Как устанавливают тереза перед амбаром, полным зерна, когда уж собрался народ для того, чтоб начать работу — грузить хлеб на барку; как ждет хозяин, глядя на стрелку, скоро ли она остановится, а она медленно качается, переходя то в ту, то в другую сторону, так теперь остановились на мгновение весы русского народа. Но вот тереза установились, чуть, как дышит, пошевеливается стрелка, и покачивается коромысло. Хозяин кинул гири на одну сторону, и на другую посыпалось зерно в кадушку. Выравнивают, сгребают, высыпают в мешки, взваливают на плечи, стучат ноги по намостьям, встречаются порожние с нагруженными; покряхтывает, опускаясь, барка, и закипела работа.

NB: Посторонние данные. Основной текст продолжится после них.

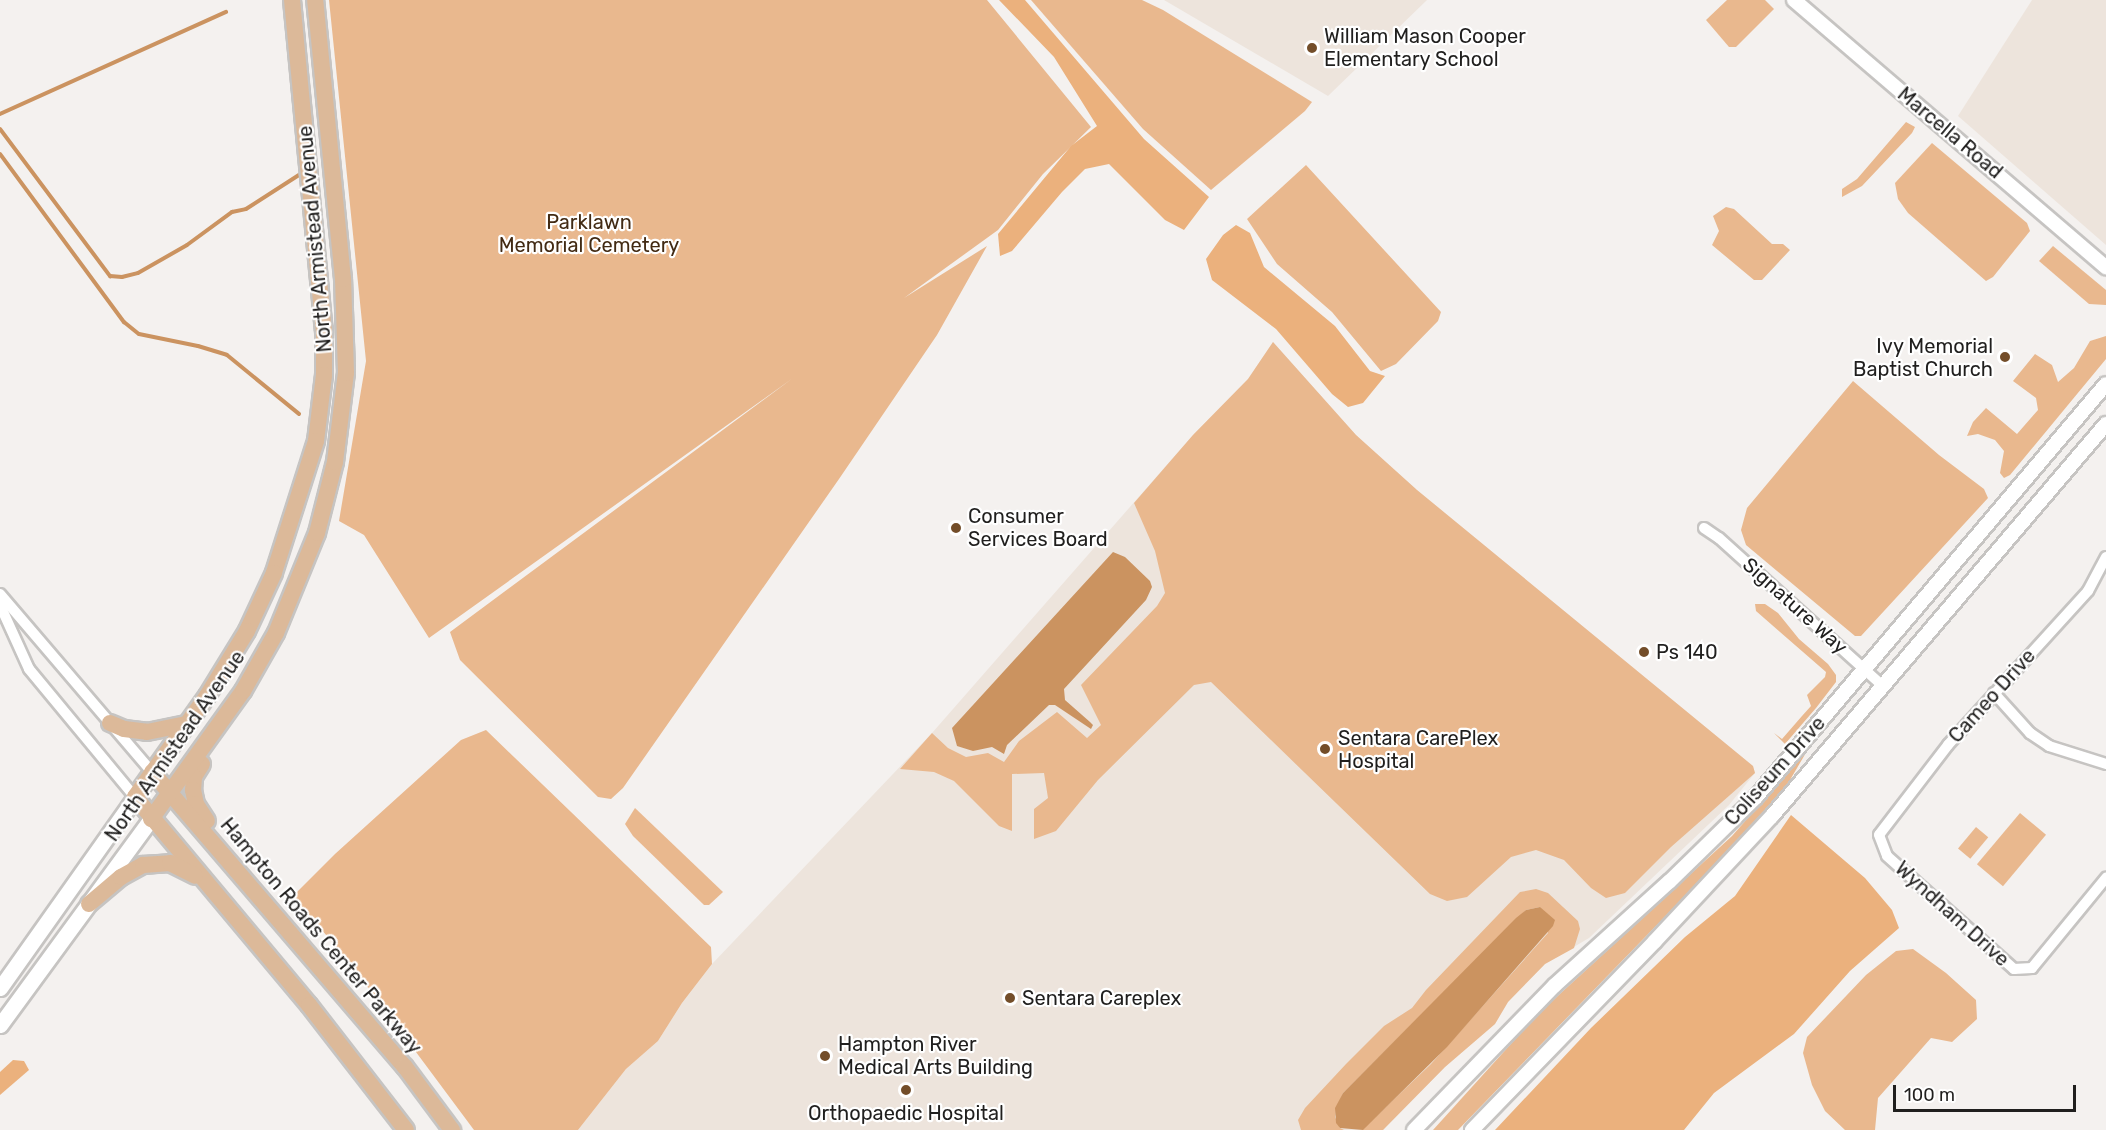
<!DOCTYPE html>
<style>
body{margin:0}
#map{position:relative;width:2106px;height:1130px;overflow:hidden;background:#f4f1ef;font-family:Rubik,sans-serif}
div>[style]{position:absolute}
.built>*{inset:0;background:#ede4dc}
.green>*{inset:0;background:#e9b88e;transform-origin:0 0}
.forest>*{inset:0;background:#ebb17d}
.water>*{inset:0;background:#cb9360}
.stream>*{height:4px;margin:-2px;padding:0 2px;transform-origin:2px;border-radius:2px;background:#cb9360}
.roads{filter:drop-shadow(2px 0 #c6c4c2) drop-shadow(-2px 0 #c6c4c2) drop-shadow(0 2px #c6c4c2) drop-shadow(0 -2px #c6c4c2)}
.minor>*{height:10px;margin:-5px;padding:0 5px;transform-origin:5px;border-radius:5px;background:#fff}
.tertiary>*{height:14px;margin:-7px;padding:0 7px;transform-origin:7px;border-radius:7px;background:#fff}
.secondary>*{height:15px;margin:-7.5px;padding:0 7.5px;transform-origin:7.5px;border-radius:7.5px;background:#fff}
.primary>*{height:16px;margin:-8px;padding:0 8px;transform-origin:8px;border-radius:8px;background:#dcb999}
.dots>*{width:16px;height:16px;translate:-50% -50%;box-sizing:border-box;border:3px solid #fff;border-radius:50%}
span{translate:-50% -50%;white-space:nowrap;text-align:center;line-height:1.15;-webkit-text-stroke:4.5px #fff;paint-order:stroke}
.poi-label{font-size:20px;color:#201f1e}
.left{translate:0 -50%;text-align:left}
.right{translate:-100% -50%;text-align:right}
.street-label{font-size:20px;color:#201f1e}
.park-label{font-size:20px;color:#422a13}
.scale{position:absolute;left:1893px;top:1085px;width:183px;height:27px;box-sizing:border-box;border:3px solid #201f1e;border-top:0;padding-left:8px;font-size:18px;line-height:21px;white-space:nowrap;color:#201f1e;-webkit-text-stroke:4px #fff;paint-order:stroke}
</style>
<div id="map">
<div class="built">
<i style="clip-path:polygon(1164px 0,1427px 0,1328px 96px)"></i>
<i style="clip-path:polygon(2032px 0,2106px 0,2106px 245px,1958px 116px)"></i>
<i style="clip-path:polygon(1273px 342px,1356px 435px,1417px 490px,1753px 766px,1755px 773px,1729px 805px,1589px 938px,1545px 964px,1508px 1002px,1495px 1024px,1445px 1067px,1383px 1130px,578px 1130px,626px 1069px,658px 1041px,682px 1003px,712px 964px,932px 733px,1193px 435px,1248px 379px)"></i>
</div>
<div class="green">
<i style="clip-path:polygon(329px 0,987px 0,1091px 127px,1043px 174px,998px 230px,904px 298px,987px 246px,937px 335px,839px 479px,623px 788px,611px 799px,598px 797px,460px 660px,450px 632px,793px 378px,429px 638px,364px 535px,339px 521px,366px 361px)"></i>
<i style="clip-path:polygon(1031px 0,1142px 0,1163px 10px,1312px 102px,1305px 111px,1211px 190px,1143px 129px)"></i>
<i style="clip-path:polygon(1727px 0,1765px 0,1774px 9px,1736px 47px,1729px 47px,1706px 20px)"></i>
<i style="clip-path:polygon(1906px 122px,1915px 127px,1912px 133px,1862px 186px,1842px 197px,1842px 189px,1857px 179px)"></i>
<i style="clip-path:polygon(1932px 143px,2027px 223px,2030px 231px,1993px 277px,1986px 281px,1908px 213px,1898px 199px,1895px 183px)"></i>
<i style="clip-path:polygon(1306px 165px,1441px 312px,1438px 321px,1396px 364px,1381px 371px,1332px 312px,1277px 264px,1247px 219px)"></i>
<i style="clip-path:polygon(1726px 207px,1734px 209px,1772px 244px,1783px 244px,1790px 250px,1762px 280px,1754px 280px,1712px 245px,1719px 231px,1713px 216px)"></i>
<i style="clip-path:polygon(2053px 246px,2106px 290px,2106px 305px,2089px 304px,2039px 261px)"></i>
<i style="clip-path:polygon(2106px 336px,2106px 359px,2010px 475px,2004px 478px,2000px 473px,2004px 451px,1995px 440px,1978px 434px,1967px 436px,1973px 422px,1986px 408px,2017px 434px,2038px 410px,2036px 398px,2013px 381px,2035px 354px,2052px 365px,2058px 382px,2074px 368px,2090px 341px)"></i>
<i style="clip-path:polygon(1273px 342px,1356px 435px,1417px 490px,1753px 766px,1755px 773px,1671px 847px,1625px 893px,1606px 898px,1591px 888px,1564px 860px,1536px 850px,1511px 857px,1467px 897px,1447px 901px,1430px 894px,1211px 682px,1194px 685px,1098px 780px,1056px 831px,1034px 839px,1034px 809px,1048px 798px,1044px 773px,1012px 774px,1012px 831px,999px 826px,954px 781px,934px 772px,900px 769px,932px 733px,948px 748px,966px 757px,988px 753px,1004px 762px,1019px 741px,1057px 712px,1087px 738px,1101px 725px,1081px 685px,1157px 606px,1165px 593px,1155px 551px,1134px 503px,1193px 435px,1248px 379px)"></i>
<i style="clip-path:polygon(1853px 381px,1939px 455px,1984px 489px,1988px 498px,1861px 636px,1855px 636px,1746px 545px,1741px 530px,1747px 508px)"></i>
<i style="clip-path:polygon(1755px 604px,1765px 604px,1778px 613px,1799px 639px,1828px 664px,1836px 675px,1836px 682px,1816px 708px,1785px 744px,1774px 733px,1782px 739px,1802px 716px,1811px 706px,1807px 695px,1825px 677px,1826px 672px,1756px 611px)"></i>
<i style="clip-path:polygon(486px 730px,711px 947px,712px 964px,682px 1003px,658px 1041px,626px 1069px,578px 1130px,474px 1130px,349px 962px,293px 896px,335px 854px,461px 740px)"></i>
<i style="clip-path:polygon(1807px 751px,1790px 780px,1753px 826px,1458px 1130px,1433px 1130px,1538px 1014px,1732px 836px)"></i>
<i style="clip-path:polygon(635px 808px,723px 892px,709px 905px,704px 905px,633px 836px,625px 824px)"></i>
<i style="left:2020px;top:813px;width:34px;height:67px;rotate:40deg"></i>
<i style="left:1976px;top:827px;width:16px;height:28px;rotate:40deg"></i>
<i style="clip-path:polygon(1536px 889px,1548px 893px,1578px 921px,1580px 929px,1574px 948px,1545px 964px,1508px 1002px,1495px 1024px,1445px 1067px,1383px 1130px,1362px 1130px,1431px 1064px,1548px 933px,1540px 907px,1526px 910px,1343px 1093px,1336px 1108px,1335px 1117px,1340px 1128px,1344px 1130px,1301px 1130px,1298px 1120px,1305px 1108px,1346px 1064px,1384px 1026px,1412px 1008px,1426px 990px,1520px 892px)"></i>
<i style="clip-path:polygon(1913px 949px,1946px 973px,1976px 1000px,1977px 1019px,1952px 1042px,1931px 1038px,1878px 1098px,1875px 1130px,1845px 1130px,1825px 1111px,1812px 1085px,1803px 1053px,1807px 1037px,1866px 975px,1896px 951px)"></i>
</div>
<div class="forest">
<i style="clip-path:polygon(999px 0,1025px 0,1144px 139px,1209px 197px,1184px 230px,1165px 220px,1109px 164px,1085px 169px,1062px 192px,1012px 251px,1000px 256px,998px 234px,1071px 146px,1097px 126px,1054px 57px)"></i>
<i style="clip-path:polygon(1236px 225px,1250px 233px,1264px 267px,1335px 326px,1370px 371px,1385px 376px,1363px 403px,1348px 407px,1332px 394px,1276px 329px,1212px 280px,1206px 259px,1223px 235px)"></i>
<i style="clip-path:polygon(1791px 815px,1865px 878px,1892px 910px,1899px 928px,1850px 971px,1794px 1034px,1714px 1093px,1684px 1130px,1495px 1130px,1591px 1028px,1685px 937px,1735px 896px)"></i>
<i style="clip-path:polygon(13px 1060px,24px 1061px,29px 1070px,0 1095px,0 1072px)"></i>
</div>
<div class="water">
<i style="clip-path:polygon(1113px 552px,1125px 557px,1150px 581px,1152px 587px,1146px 600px,1064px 689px,1065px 700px,1090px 722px,1093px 725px,1091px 729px,1055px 705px,1049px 705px,1007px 745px,1004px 754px,992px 747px,973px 751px,957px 746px,952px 728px)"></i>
<i style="clip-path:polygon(1540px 907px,1555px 920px,1553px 926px,1447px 1047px,1363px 1130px,1340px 1128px,1336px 1123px,1335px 1108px,1343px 1093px,1516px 918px,1526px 910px)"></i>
</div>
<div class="stream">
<i style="left:0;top:114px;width:248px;rotate:-24.3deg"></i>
<i style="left:0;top:129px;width:184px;rotate:53.2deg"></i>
<i style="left:110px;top:276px;width:12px;rotate:5deg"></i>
<i style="left:122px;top:277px;width:16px;rotate:-14deg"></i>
<i style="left:138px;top:273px;width:56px;rotate:-29.7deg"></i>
<i style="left:187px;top:245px;width:56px;rotate:-36.3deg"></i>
<i style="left:232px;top:212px;width:14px;rotate:-12deg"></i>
<i style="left:246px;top:209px;width:67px;rotate:-32.7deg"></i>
<i style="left:0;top:154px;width:209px;rotate:53.6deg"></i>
<i style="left:124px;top:322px;width:19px;rotate:39deg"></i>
<i style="left:139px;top:334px;width:60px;rotate:11.5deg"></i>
<i style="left:198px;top:346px;width:30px;rotate:17deg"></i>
<i style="left:227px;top:355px;width:93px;rotate:39.3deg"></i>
</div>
<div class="roads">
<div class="minor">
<i style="left:1704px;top:528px;width:18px;rotate:34deg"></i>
<i style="left:1719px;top:538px;width:221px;rotate:42.1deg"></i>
<i style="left:2106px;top:557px;width:38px;rotate:118deg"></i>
<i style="left:2088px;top:591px;width:208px;rotate:132.3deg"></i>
<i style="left:1948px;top:745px;width:113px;rotate:127.5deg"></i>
<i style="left:1879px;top:835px;width:22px;rotate:69deg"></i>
<i style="left:1887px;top:856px;width:170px;rotate:41.7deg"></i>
<i style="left:2014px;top:969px;width:18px;rotate:-3deg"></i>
<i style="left:2032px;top:968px;width:117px;rotate:-50.6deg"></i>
<i style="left:0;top:594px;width:234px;rotate:49.5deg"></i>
<i style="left:0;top:605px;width:70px;rotate:65.6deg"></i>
<i style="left:29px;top:669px;width:166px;rotate:50.4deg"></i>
<i style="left:1994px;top:693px;width:54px;rotate:48deg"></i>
<i style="left:2030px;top:733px;width:23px;rotate:34deg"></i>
<i style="left:2049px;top:746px;width:60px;rotate:17.5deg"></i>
</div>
<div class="tertiary">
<i style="left:1794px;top:0;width:411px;rotate:40.6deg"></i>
<i style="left:1414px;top:1130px;width:201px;rotate:-45.8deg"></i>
<i style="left:1554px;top:986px;width:156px;rotate:-42.2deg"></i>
<i style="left:1670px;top:881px;width:120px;rotate:-44.3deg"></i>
<i style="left:1756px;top:797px;width:541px;rotate:-49.72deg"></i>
<i style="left:1472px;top:1130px;width:263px;rotate:-45.9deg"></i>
<i style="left:1655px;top:941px;width:171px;rotate:-46.9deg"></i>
<i style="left:1772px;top:816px;width:515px;rotate:-49.57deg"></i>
</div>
<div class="secondary">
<i style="left:0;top:988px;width:234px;rotate:-54.7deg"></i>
<i style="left:0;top:1025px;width:255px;rotate:-53.8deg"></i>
</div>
<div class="primary">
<i style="left:292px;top:0;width:332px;rotate:84.5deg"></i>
<i style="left:324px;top:330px;width:45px;rotate:90deg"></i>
<i style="left:324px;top:375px;width:66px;rotate:96.9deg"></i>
<i style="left:316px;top:441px;width:139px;rotate:107.7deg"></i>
<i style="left:274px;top:573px;width:64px;rotate:115deg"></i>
<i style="left:247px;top:631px;width:76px;rotate:121.6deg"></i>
<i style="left:207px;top:696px;width:124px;rotate:125.5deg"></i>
<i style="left:135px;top:797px;width:271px;rotate:50.1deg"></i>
<i style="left:309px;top:1005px;width:158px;rotate:52.2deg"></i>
<i style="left:110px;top:723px;width:15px;rotate:23deg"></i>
<i style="left:124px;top:729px;width:23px;rotate:7deg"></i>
<i style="left:147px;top:732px;width:41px;rotate:-11.3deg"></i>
<i style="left:202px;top:764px;width:15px;rotate:122deg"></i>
<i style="left:194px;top:777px;width:13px;rotate:94deg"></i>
<i style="left:193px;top:790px;width:14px;rotate:78deg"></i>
<i style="left:196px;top:804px;width:20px;rotate:57deg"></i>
<i style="left:152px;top:772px;width:389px;rotate:49.4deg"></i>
<i style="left:405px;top:1067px;width:79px;rotate:53.3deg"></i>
<i style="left:151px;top:819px;width:158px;rotate:-54.3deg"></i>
<i style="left:243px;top:691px;width:67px;rotate:-60.4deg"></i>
<i style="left:276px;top:633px;width:108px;rotate:-67.7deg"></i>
<i style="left:317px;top:533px;width:73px;rotate:-75.8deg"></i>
<i style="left:335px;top:462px;width:90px;rotate:-83deg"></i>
<i style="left:346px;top:373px;width:94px;rotate:-91.8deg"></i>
<i style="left:343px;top:279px;width:280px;rotate:-95.7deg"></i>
<i style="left:89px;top:904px;width:42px;rotate:-40.2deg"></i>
<i style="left:121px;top:877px;width:25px;rotate:-29deg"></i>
<i style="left:143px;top:865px;width:27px;rotate:-4deg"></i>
<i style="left:170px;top:863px;width:28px;rotate:27deg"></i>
</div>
</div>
<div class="dots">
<i style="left:1312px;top:48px;background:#734d29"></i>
<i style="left:2005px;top:357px;background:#734d29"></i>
<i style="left:956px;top:528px;background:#734d29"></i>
<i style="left:1644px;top:652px;background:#734d29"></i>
<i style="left:1325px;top:749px;background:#734d29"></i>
<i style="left:1010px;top:998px;background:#734d29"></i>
<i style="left:825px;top:1056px;background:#734d29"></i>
<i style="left:906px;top:1090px;background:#734d29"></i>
</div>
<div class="poi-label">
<span class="left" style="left:1324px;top:48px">William Mason Cooper<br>Elementary School</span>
<span class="right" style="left:1993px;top:358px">Ivy Memorial<br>Baptist Church</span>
<span class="left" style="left:968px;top:528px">Consumer<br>Services Board</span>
<span class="left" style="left:1656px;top:652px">Ps 140</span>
<span class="left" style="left:1338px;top:750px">Sentara CarePlex<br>Hospital</span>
<span class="left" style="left:1022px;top:998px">Sentara Careplex</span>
<span class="left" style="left:838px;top:1056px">Hampton River<br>Medical Arts Building</span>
<span style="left:906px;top:1113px">Orthopaedic Hospital</span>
</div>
<div class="street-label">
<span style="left:1950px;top:133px;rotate:40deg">Marcella Road</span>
<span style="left:315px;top:239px;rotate:-95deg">North Armistead Avenue</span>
<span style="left:1795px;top:606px;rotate:42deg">Signature Way</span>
<span style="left:1992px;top:696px;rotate:-48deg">Cameo Drive</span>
<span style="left:175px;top:746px;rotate:-55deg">North Armistead Avenue</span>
<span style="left:1775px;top:771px;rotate:-48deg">Coliseum Drive</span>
<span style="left:1952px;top:914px;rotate:42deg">Wyndham Drive</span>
<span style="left:321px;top:936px;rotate:50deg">Hampton Roads Center Parkway</span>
</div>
<div class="park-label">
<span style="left:589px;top:234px">Parklawn<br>Memorial Cemetery</span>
</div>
<div class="scale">100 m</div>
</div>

Так весь август 1689 года стояли, уравниваясь, весы правительства русского народа. Сначала были слухи, что Нарышкины и Борис Голицын мутят народ, хотят погубить царевну Софью, которая законно царствовала семь лет; потом стал слух, что царевна Софья с Васильем Голицыным мутит народ. Потом пришло время, что никто не царствовал. Царевна Софья приказывала и грозила казнью, если не сде [лают], то царь Петр приказывал сделать напротив и грозил.
В начале сентября весы выравняло, и вдруг началась работа, — началось то время, которое называется царствованием Петра Великого.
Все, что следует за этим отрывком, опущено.